Is there a risk that before we can regulate algorithms, other algorithms will regulate us? Is the revolution in regulatory powers about taming algorithms, or being tamed by them?

This is why it is essential that further research is conducted into appropriate public policy initiatives, the public policy regimes, and the regulatory approaches necessary to address the growing power of algorithmic media. We need to gauge what democratic societies need to prioritize in order to ensure democracy and algorithmic media can co-exist.

Evaluating public policy involves looking at effects and implementation (John, 2013). This takes time, and algorithms are evolving faster than regulatory agencies or related research. Rather than wait for governments to pass laws, and then research the impact of those laws, we need non-governmental initiatives that address algorithmic power, as well as institutional and non-institutional research that addresses questions raised by the power of algorithmic media.
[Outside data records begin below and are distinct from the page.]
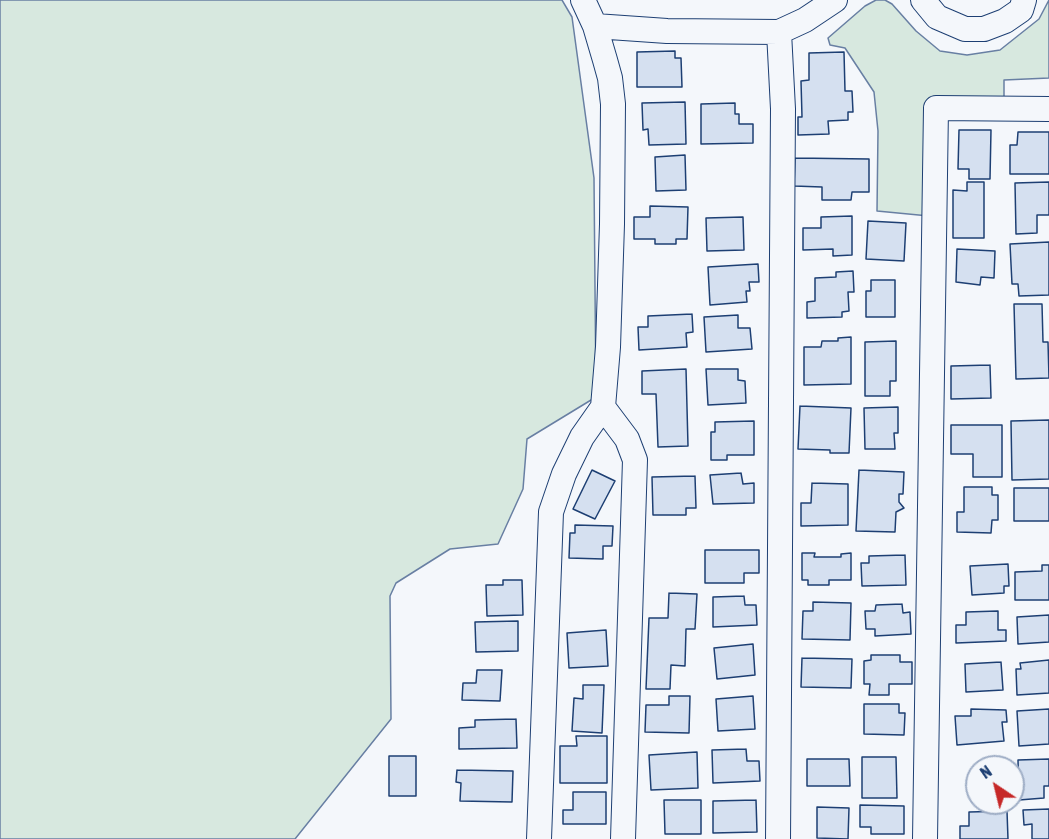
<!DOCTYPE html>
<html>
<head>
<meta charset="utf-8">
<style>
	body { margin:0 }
	#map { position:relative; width:1049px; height:839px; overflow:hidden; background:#f4f7fb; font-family:"Asap Condensed",sans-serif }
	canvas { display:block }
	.north { position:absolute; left:965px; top:755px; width:60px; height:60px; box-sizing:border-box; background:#f4f7fb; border:2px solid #9eadc5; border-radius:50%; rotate:325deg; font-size:16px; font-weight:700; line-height:24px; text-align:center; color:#1d3f73 }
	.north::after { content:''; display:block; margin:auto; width:21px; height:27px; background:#c62828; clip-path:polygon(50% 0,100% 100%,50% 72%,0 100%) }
</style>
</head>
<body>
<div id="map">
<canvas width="1049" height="839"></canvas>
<div class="north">N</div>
</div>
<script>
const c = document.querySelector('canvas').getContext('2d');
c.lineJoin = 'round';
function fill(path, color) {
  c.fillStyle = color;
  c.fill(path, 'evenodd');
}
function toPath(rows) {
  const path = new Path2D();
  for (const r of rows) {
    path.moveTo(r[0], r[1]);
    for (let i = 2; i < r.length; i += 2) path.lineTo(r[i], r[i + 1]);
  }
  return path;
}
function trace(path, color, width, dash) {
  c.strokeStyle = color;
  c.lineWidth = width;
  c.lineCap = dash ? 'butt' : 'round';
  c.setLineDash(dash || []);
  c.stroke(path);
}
const green = toPath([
	[0,0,562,0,572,17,594,178,596,397,527,439,523,489,498,544,450,549,396,583,390,596,391,719,295,839,0,839,0,0],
	[876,0,885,0,892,4,916,31,940,51,967,55,1000,50,1039,19,1049,0,1049,78,1004,80,1004,97,927,101,929,216,877,211,878,131,874,92,845,48,830,45,828,38,865,6,876,0]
]);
const building = toPath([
	[675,51,675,58,681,58,682,87,637,87,637,52,675,51],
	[844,52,845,91,852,91,853,112,848,112,848,120,828,121,829,134,798,135,798,117,802,117,801,81,809,80,809,53,844,52],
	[685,102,686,144,649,145,648,129,643,130,642,103,685,102],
	[735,103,735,114,739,114,739,124,753,124,753,143,701,144,701,104,735,103],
	[959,130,991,130,990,179,969,179,969,169,958,169,959,130],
	[1018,132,1049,132,1049,174,1010,174,1010,145,1017,145,1018,132],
	[685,155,686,190,656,191,655,157,685,155],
	[795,158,869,159,869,192,852,192,851,200,822,200,822,187,794,186,795,158],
	[967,182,984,182,984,238,953,238,953,190,967,191,967,182],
	[1049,182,1049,215,1037,215,1037,233,1016,234,1015,183,1049,182],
	[650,206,688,207,687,239,676,239,676,244,655,244,655,239,634,239,634,217,650,217,650,206],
	[852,216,852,255,833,256,833,249,803,250,803,228,821,228,821,217,852,216],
	[743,217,744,250,707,251,706,218,743,217],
	[868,221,906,223,904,261,866,259,868,221],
	[1049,242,1049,295,1019,296,1018,284,1012,284,1010,244,1049,242],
	[957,249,995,251,994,278,981,277,980,285,956,282,957,249],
	[758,264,759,282,749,282,750,291,746,291,747,302,710,305,708,267,758,264],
	[853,271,854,292,848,292,849,311,842,312,842,317,807,318,807,302,815,301,815,278,836,277,836,272,853,271],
	[871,280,895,280,895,317,866,317,866,291,871,291,871,280],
	[1014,304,1042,304,1043,342,1048,342,1049,378,1016,379,1014,304],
	[692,314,693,332,686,333,687,347,639,350,638,327,648,327,648,316,692,314],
	[738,315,738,328,750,328,752,349,706,352,704,317,738,315],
	[851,337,851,384,804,385,804,347,821,347,822,341,838,341,838,338,851,337],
	[896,341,896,381,890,381,890,396,865,396,865,342,896,341],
	[990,365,991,398,951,399,951,366,990,365],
	[686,369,688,446,658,447,656,394,642,394,642,371,686,369],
	[706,369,738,369,738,380,745,381,746,403,708,405,706,369],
	[800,406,851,408,849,453,830,453,830,450,798,449,800,406],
	[898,407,898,433,894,433,895,449,865,449,864,408,898,407],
	[1049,420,1049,479,1012,480,1011,421,1049,420],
	[754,421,754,455,727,455,727,460,711,460,711,432,715,432,715,422,754,421],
	[951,425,1002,425,1002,477,973,477,973,454,951,454,951,425],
	[592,470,615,481,595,519,573,509,592,470],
	[859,470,904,472,903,494,899,494,899,502,904,508,896,512,895,532,856,531,859,470],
	[741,473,743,484,754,483,754,503,713,504,710,475,741,473],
	[695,476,696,508,686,508,686,515,653,515,652,477,695,476],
	[812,483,848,484,848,525,801,526,801,503,811,503,812,483],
	[964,487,992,487,992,495,998,495,998,520,992,520,991,533,957,532,957,512,964,512,964,487],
	[1014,488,1049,488,1049,521,1014,521,1014,488],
	[575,525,613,526,612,546,603,546,603,559,569,558,570,533,575,533,575,525],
	[705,550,759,550,759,573,744,573,744,583,705,583,705,550],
	[802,553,815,553,814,557,841,557,841,554,851,553,851,580,829,580,829,585,808,585,808,580,802,580,802,553],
	[905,555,906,585,862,586,861,563,869,563,869,556,905,555],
	[1008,564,1009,586,1004,586,1004,593,972,595,970,566,1008,564],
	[1042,565,1049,565,1049,600,1015,600,1015,572,1042,571,1042,565],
	[503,580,522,580,523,615,487,616,486,585,503,585,503,580],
	[669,593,697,594,695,629,686,629,685,666,671,665,670,689,646,689,649,618,668,618,669,593],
	[744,596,745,605,756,605,757,625,713,627,713,597,744,596],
	[813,602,851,603,850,640,802,639,803,611,813,611,813,602],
	[902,604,903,613,910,612,911,634,875,636,875,629,866,629,865,611,875,611,876,605,902,604],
	[998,611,998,630,1006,630,1006,641,956,643,956,625,966,625,966,612,998,611],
	[1049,615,1049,642,1018,644,1017,617,1049,615],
	[518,621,518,651,476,652,475,622,518,621],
	[606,630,608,666,569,668,567,633,606,630],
	[753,644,755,675,717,679,714,648,753,644],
	[871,655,900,655,900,662,912,662,912,684,889,684,889,695,869,695,870,684,864,684,864,661,871,660,871,655],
	[802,658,852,659,851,688,801,687,802,658],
	[1049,660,1049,693,1017,695,1016,669,1021,669,1020,663,1049,660],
	[1001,662,1003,690,966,692,965,664,1001,662],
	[477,670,502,670,500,701,462,700,463,683,476,683,477,670],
	[583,685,604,685,602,733,572,731,574,698,583,699,583,685],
	[669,696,690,696,689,733,645,732,646,705,669,705,669,696],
	[753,696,755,729,718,731,716,699,753,696],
	[864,704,899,704,899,713,905,713,904,735,864,734,864,704],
	[971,709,1006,710,1007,722,1002,722,1004,741,957,745,955,716,971,716,971,709],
	[1049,709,1049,744,1019,746,1017,711,1049,709],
	[516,719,517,748,459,749,459,728,475,727,475,720,516,719],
	[576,736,607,736,607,783,560,783,560,746,577,746,576,736],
	[746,749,747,761,759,761,760,781,713,783,712,750,746,749],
	[697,752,698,788,651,790,649,755,697,752],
	[389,756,416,756,416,796,389,796,389,756],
	[862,757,896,757,897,798,862,798,862,757],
	[807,759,849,759,850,786,807,786,807,759],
	[1049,759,1049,786,1044,786,1044,798,1019,800,1018,760,1049,759],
	[457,770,513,771,512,802,460,801,461,783,456,782,457,770],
	[573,792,606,792,606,824,563,824,563,810,573,810,573,792],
	[664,800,701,800,701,834,665,834,664,800],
	[756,800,757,832,713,833,713,801,756,800],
	[860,805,904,806,904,834,871,834,871,827,860,827,860,805],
	[817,807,849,808,848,839,817,838,817,807],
	[1049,809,1049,839,1032,839,1032,824,1024,825,1023,810,1049,809],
	[1007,811,1008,839,960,839,960,826,969,826,969,812,1007,811]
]);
const street = toPath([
	[923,0,937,17,965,29,984,29,1005,21,1021,10,1024,0],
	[595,26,667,31,779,32,805,20,835,0],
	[603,407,627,439,635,460,623,839],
	[539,839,551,512,564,474,582,437,603,407,608,347,612,224,613,104,610,78,605,60,595,26,583,0],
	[778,839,783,109,779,32],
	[925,839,936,108,1049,109]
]);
fill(green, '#d7e8df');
trace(green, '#687fa3', 1.5);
fill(building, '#d5e0f0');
trace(building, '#1d3f73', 1.5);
trace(street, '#1d3f73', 26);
trace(street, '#f4f7fb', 24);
</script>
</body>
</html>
For example, is algorithmic transparency even possible? Do we need to conceive of an alternative in case access is neither forthcoming, or, due to the increased complexity of algorithms, not even possible?

As more governments pursue broader policies and regulatory approaches to the Internet we will at least have frameworks within which such regulation is possible, however clearly more research needs to be done around responses to algorithmic media and the means by which they can be held accountable and reinforce democracy.

Until that time however, we are left with algorithmic transparency as the obvious, first, and necessary step towards better understanding the ongoing impact of algorithmic media.